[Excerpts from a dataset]
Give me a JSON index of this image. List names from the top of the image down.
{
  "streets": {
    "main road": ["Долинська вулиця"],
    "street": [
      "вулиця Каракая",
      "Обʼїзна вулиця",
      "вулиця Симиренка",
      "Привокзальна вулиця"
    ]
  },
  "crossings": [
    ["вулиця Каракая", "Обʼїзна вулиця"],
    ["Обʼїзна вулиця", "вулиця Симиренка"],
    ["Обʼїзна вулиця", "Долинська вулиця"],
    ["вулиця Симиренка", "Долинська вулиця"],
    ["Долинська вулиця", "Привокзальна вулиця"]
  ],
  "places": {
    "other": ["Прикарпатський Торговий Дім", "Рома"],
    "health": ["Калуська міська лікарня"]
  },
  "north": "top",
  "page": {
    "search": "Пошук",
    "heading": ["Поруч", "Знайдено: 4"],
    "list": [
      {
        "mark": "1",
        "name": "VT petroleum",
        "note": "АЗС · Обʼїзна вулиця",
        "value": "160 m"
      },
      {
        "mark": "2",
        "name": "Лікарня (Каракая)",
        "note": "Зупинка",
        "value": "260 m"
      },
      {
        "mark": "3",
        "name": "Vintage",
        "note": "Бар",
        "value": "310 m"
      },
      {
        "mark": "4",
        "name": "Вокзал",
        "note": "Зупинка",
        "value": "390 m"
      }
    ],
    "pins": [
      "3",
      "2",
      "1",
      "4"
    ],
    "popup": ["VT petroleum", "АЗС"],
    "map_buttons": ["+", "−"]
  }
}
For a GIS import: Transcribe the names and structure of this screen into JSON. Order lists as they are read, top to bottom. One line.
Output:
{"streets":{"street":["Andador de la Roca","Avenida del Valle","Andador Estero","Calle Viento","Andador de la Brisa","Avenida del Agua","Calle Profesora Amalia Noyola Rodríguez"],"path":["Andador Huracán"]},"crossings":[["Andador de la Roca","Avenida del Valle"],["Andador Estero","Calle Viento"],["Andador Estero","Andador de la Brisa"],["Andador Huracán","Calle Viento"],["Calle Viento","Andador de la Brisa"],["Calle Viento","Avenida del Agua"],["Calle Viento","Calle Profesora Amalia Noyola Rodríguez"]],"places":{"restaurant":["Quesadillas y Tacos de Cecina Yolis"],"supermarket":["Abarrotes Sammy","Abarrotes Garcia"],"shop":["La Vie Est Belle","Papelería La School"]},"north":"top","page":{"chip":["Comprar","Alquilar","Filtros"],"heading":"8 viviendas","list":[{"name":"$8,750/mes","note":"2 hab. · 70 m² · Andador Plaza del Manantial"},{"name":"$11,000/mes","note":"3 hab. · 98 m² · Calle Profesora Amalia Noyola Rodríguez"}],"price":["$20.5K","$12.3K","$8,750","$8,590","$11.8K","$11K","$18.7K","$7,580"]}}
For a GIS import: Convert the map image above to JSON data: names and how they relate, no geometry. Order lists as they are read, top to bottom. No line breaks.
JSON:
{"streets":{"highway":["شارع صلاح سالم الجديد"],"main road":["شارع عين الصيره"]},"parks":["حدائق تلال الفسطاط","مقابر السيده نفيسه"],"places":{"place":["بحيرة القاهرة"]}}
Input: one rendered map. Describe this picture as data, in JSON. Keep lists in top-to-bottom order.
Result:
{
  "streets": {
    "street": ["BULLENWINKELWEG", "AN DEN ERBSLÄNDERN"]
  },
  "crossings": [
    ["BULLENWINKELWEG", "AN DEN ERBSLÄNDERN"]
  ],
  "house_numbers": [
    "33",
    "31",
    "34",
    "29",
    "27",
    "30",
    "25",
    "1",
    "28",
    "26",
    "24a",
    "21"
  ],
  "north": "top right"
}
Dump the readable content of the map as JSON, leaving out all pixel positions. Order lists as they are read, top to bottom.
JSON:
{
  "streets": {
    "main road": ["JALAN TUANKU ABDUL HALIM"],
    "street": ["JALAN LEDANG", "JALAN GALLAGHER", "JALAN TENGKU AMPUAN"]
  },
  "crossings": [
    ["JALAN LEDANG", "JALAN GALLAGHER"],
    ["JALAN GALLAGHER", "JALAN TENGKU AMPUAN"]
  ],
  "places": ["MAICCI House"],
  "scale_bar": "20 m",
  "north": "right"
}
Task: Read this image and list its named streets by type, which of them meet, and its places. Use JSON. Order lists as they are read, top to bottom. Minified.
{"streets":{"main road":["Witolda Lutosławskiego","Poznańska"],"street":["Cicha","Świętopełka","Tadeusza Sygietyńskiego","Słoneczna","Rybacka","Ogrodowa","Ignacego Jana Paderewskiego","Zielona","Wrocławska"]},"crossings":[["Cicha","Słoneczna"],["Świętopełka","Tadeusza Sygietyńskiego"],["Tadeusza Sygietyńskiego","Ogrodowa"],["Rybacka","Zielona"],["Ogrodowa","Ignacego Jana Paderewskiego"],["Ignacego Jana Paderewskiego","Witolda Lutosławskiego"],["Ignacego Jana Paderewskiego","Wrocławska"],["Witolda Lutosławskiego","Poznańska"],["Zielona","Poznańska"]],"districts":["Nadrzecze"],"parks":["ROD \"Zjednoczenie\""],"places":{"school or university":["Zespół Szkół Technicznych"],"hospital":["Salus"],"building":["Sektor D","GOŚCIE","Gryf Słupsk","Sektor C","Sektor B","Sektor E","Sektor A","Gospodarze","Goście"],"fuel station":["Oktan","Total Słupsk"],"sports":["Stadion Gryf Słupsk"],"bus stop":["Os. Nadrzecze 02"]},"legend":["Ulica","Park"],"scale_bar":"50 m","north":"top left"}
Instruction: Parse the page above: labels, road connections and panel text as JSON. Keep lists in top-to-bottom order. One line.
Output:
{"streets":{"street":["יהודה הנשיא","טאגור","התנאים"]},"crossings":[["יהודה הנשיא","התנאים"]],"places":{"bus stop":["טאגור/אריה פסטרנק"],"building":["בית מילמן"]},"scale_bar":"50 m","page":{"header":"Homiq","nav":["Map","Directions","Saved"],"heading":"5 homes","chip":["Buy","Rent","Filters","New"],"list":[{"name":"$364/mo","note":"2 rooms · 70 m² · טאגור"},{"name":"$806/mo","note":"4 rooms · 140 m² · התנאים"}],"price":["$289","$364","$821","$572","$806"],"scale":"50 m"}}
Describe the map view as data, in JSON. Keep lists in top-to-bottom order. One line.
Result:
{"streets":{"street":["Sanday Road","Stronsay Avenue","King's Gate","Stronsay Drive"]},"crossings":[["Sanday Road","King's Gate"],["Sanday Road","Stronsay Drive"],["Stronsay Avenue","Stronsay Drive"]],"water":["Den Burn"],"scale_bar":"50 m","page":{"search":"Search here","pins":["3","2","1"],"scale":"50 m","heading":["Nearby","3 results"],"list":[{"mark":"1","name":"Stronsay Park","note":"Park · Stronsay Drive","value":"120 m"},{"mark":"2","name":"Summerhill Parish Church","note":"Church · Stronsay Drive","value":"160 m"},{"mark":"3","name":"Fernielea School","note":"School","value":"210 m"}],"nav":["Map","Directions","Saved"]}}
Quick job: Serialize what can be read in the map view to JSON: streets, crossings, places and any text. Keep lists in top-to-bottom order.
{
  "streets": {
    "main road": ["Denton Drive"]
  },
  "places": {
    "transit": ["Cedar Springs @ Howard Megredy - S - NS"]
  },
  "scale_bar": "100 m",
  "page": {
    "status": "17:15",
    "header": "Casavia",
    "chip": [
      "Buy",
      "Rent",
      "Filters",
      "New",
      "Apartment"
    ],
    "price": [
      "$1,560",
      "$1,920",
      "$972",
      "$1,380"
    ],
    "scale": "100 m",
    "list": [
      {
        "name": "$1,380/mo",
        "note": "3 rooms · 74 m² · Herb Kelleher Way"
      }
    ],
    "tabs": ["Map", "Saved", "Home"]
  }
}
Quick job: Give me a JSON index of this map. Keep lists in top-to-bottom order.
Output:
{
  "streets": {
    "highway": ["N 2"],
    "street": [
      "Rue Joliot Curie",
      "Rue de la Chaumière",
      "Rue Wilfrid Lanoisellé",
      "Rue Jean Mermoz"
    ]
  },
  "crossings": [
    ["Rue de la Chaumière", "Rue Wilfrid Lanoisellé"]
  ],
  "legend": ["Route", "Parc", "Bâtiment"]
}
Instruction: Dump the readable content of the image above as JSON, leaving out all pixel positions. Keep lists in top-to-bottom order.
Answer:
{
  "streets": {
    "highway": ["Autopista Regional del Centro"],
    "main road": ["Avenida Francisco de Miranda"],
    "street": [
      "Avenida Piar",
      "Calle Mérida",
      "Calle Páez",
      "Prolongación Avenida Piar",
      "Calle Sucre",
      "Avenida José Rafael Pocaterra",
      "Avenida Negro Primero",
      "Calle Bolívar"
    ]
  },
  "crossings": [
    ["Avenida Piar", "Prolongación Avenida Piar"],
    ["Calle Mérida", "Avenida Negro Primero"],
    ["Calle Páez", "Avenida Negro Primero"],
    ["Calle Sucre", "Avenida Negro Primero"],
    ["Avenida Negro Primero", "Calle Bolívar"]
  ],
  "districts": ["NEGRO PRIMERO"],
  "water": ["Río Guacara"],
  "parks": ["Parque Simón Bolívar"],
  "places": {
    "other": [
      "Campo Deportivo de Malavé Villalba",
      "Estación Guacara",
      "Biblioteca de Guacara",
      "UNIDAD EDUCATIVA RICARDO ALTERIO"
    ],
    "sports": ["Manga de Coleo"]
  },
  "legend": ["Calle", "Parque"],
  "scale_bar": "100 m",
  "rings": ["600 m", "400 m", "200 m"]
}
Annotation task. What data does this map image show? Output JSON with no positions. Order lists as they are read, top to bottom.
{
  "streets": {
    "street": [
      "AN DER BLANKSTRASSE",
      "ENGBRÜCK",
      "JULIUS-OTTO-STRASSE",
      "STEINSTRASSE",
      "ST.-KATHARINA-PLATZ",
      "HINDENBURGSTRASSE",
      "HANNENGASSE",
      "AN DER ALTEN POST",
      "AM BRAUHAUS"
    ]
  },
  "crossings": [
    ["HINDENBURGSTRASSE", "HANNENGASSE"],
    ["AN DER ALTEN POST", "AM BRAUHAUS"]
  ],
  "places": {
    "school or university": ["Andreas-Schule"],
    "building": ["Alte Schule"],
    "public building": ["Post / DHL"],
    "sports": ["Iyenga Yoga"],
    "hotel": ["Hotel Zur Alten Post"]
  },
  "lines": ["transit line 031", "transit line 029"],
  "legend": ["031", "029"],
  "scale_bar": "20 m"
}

■ WHAT YOU WILL DO:
Return, line for line and unchanged, the data from its first line through the line containing "For a GIS import: Transcribe".

■ PROBLEM SOLUTION:
Give me a JSON index of this image. List names from the top of the image down.
{
  "streets": {
    "main road": ["Долинська вулиця"],
    "street": [
      "вулиця Каракая",
      "Обʼїзна вулиця",
      "вулиця Симиренка",
      "Привокзальна вулиця"
    ]
  },
  "crossings": [
    ["вулиця Каракая", "Обʼїзна вулиця"],
    ["Обʼїзна вулиця", "вулиця Симиренка"],
    ["Обʼїзна вулиця", "Долинська вулиця"],
    ["вулиця Симиренка", "Долинська вулиця"],
    ["Долинська вулиця", "Привокзальна вулиця"]
  ],
  "places": {
    "other": ["Прикарпатський Торговий Дім", "Рома"],
    "health": ["Калуська міська лікарня"]
  },
  "north": "top",
  "page": {
    "search": "Пошук",
    "heading": ["Поруч", "Знайдено: 4"],
    "list": [
      {
        "mark": "1",
        "name": "VT petroleum",
        "note": "АЗС · Обʼїзна вулиця",
        "value": "160 m"
      },
      {
        "mark": "2",
        "name": "Лікарня (Каракая)",
        "note": "Зупинка",
        "value": "260 m"
      },
      {
        "mark": "3",
        "name": "Vintage",
        "note": "Бар",
        "value": "310 m"
      },
      {
        "mark": "4",
        "name": "Вокзал",
        "note": "Зупинка",
        "value": "390 m"
      }
    ],
    "pins": [
      "3",
      "2",
      "1",
      "4"
    ],
    "popup": ["VT petroleum", "АЗС"],
    "map_buttons": ["+", "−"]
  }
}
For a GIS import: Transcribe the names and structure of this screen into JSON. Order lists as they are read, top to bottom. One line.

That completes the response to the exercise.